Devinant que ce Turc devait avoir un témoin – sans doute la servante ! – Aldo jugea inutile et même imprudent de nier :
– J’admets que ce soit peu courant, pourtant cela est. Je le répète, je voyais Salomé pour la seconde fois mais… vous êtes un homme et vous devriez comprendre certaines… impulsions fortuites. Salomé était d’une grande beauté. J’avoue n’y avoir pas résisté…
– Autrement dit, vous l’avez violée ?
Le mot fit bondir Aldo :
– Certainement pas ! J’aime et je respecte trop les femmes pour m’abaisser à ça…
Le mince et dédaigneux sourire du magistrat suivit la courbe exacte de sa moustache :
– Vos ancêtres ne s’en privèrent pas autrefois, lorsque les soldats du doge Enrico Dandolo ont pris Byzance ?
– Il y a six cents ans, monsieur, et, si j’admire votre culture historique, je m’étonne qu’un Ottoman puisse faire référence à cette période. En 1453, les hommes du sultan Mehmed II ne se sont pas privés non plus que je sache ? En outre, j’espère que vous ne comptez pas vous armer du contentieux qui depuis tant de siècles a séparé Constantinople de Venise ? Je suis un simple marchand, monsieur.

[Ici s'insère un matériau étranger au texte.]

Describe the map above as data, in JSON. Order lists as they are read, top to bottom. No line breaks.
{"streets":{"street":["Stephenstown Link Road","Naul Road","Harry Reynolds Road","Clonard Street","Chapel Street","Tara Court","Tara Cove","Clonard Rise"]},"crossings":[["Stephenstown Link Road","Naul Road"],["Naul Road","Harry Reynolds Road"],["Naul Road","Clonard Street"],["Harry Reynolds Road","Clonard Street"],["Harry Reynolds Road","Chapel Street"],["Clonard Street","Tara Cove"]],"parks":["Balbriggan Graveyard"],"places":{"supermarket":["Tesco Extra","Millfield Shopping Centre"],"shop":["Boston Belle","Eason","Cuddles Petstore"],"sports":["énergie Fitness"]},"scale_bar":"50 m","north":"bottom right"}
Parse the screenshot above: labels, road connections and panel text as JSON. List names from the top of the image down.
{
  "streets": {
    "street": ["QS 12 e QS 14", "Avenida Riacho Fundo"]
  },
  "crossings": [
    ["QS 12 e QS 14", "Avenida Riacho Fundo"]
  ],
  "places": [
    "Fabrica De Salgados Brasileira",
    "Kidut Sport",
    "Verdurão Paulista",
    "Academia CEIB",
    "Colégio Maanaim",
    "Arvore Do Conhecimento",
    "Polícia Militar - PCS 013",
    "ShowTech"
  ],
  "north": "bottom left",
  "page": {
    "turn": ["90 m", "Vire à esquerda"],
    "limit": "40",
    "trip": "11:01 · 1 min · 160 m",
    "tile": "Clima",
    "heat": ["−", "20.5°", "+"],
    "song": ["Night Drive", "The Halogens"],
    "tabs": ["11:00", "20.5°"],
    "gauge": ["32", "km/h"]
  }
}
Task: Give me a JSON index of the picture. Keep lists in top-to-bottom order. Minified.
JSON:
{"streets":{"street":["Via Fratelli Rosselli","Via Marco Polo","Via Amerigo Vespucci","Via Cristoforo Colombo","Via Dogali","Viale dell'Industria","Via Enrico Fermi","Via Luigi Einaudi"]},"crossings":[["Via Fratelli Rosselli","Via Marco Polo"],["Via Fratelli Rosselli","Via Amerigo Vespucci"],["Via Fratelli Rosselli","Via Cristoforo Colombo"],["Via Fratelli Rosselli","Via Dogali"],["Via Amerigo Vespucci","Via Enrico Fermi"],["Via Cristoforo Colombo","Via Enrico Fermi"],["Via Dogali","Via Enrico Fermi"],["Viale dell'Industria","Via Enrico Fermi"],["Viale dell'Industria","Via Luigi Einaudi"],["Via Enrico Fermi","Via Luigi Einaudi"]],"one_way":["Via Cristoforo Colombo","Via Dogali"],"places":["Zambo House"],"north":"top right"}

Pas un reître ni un envahisseur ! Quant à l’instant que j’ai passé avec Salomé, ceux qui vous l’ont rapporté ont dû, s’ils sont honnêtes, vous apprendre comment cela s’est passé.
– À qui faites-vous allusion ?
– Aux témoins que vous avez dû interroger : la servante qui m’a ouvert la porte et nous a servi le café, le musicien qui jouait pour nous… que sais-je encore !
– Eh bien, justement, vous saurez peut-être me dire où sont les bijoux de cette femme ?
– Ses bijoux ?
– Oui, ses bijoux ! Elle en avait de très beaux… qu’elle portait lorsque vous êtes arrivé et qu’elle n’avait plus lorsque vous l’avez laissée baignant dans son sang.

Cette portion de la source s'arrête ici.